The default value for defaultMLSearchAnalysisMode is given as parameter to the luceneIndexerAndSearcherFactory. Current default value is EXACT_LANGUAGE_AND_ALL.
The parameter pilots the default analysis mode that will be used when querying. Example:

You are searching for the term “A“ in French ( locale = fr ). Assume that your are searching with analysis mode is ALL_COUNTRIES and the locale in your searching parameter is « fr » then the terms of the query will be expanded to: looking for “A” in the section of the lucene field fr_CA, fr_FR, fr, fr_CH, fr_LU, fr_BE. The query will match if the term “A” appears in one of those languages in the field.


Indexing Support


All multi-lingual fields are indexed carrying locale information. Their content is tokenised according to the locale. So the text for each locale is indexed and tokenised in its own right. The tokens are prefixed in the index with locale information.
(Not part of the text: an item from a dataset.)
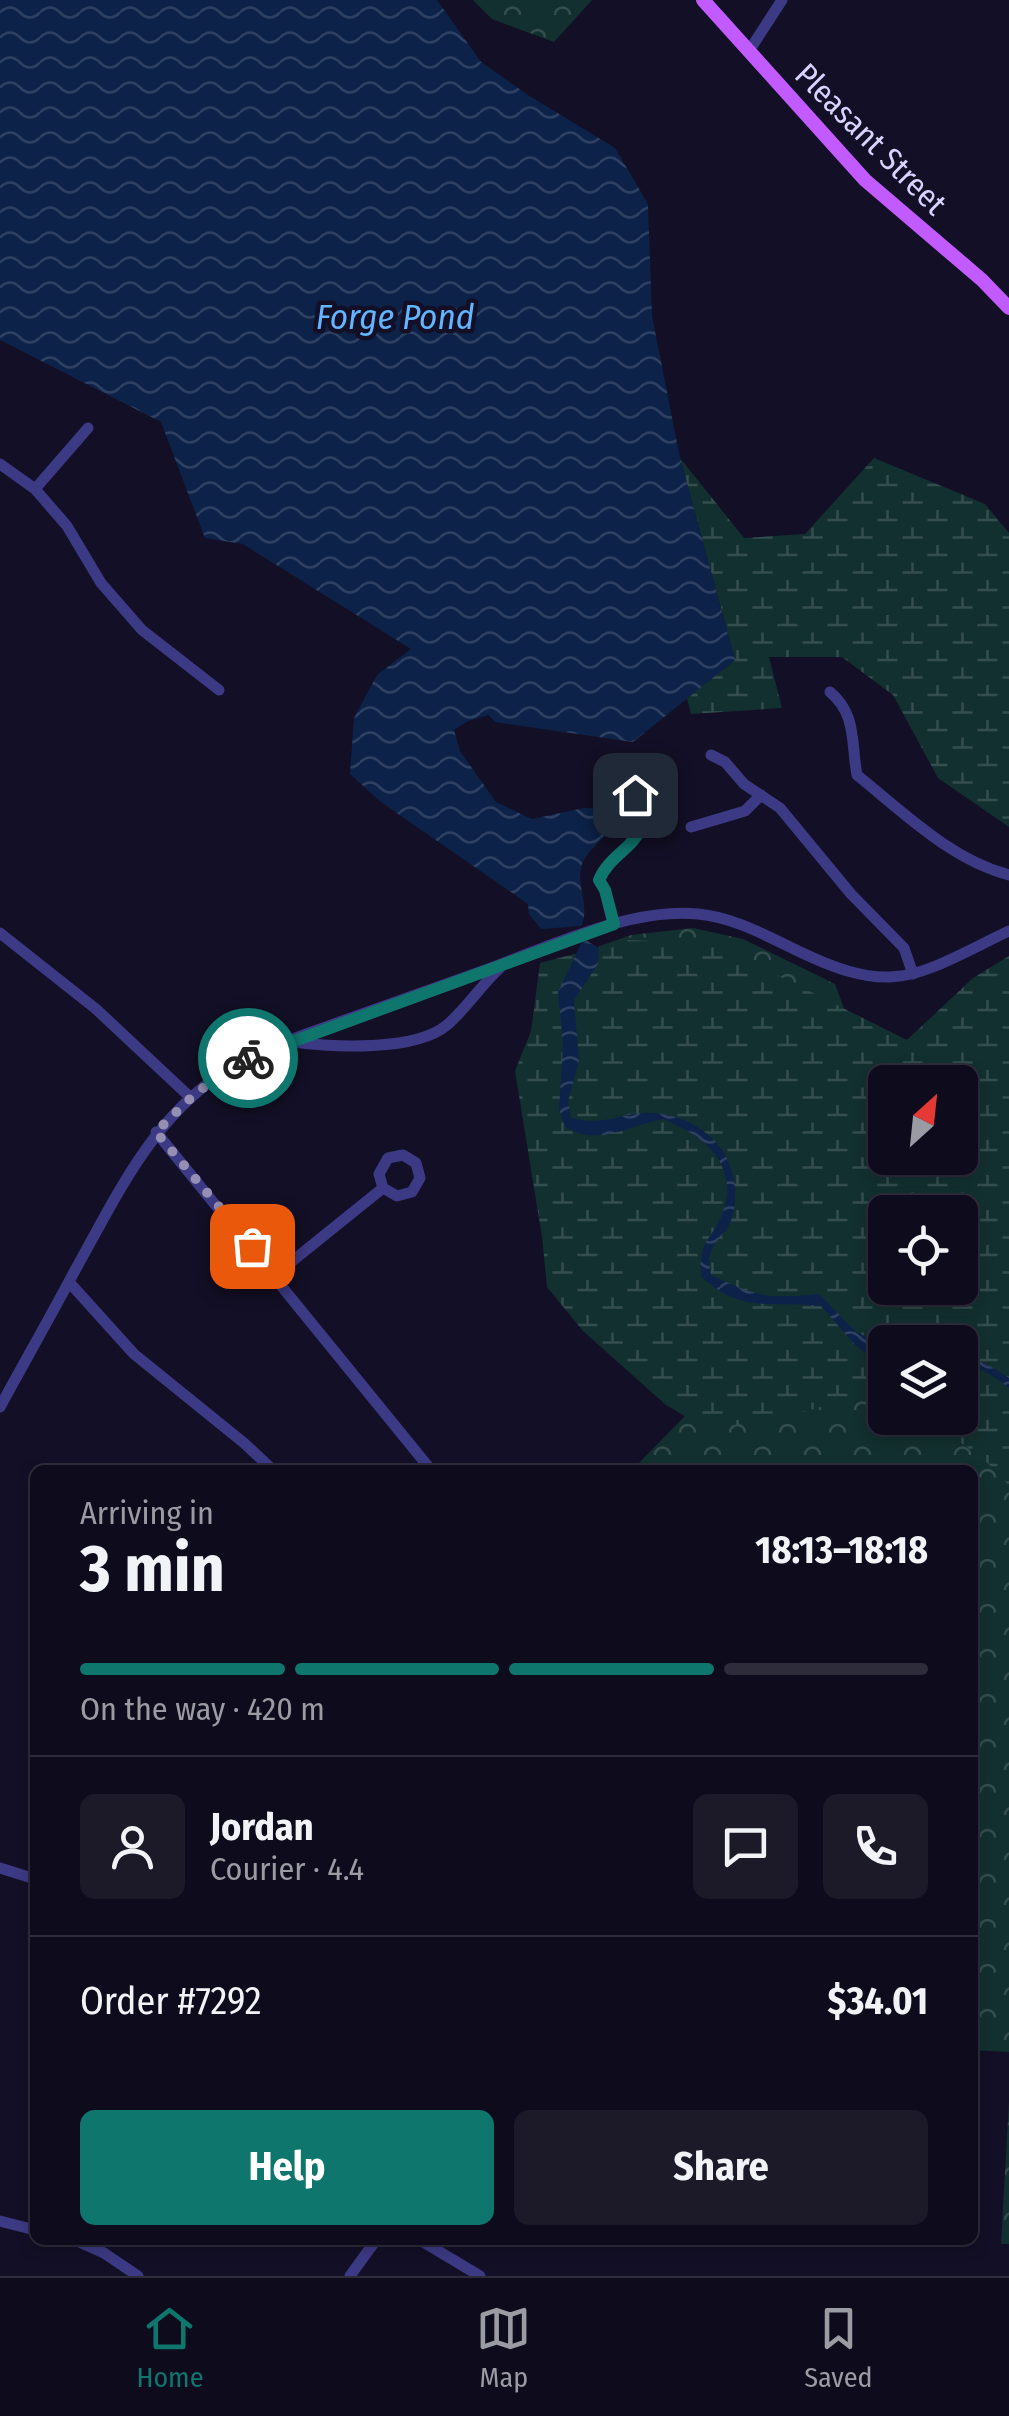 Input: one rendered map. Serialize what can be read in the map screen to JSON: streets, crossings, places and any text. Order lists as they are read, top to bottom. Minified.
{"streets":{"main road":["Pleasant Street"]},"water":["Forge Pond"],"north":"top right","page":{"heading":["3 min","Arriving in","18:13–18:18"],"panel":["Jordan","Courier · 4.4","Order #7292","$34.01"],"bar":"On the way · 420 m","buttons":["Help","Share"],"tabs":["Home","Map","Saved"]}}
When searching, the locale(s) to use can be specified on the SearchParameters or taken as the user's default locale.
The search is resticted to the sepecific strings in just those locales. By default, the locale 'fr' will only match 'fr' and not 'fr_CA'. How locales expand can be configured in the search parameters. 'fr' can match 'fr' only, or 'fr' and all countries and all varients. 'fr_CA_SomeVarient' can match only 'fr_CA_SomeVarien' or 'fr_CA_SomeVarient', 'fr_CA', and 'fr'.

If cm:mltitle were a ML string. It could be queried in lucene using

@cm\:mltitle:'banana'

The locales specified on the search parameters would govern what locales were matched.

It is intended to specify locales in the lucene search at some point for interlingual searches; e.g.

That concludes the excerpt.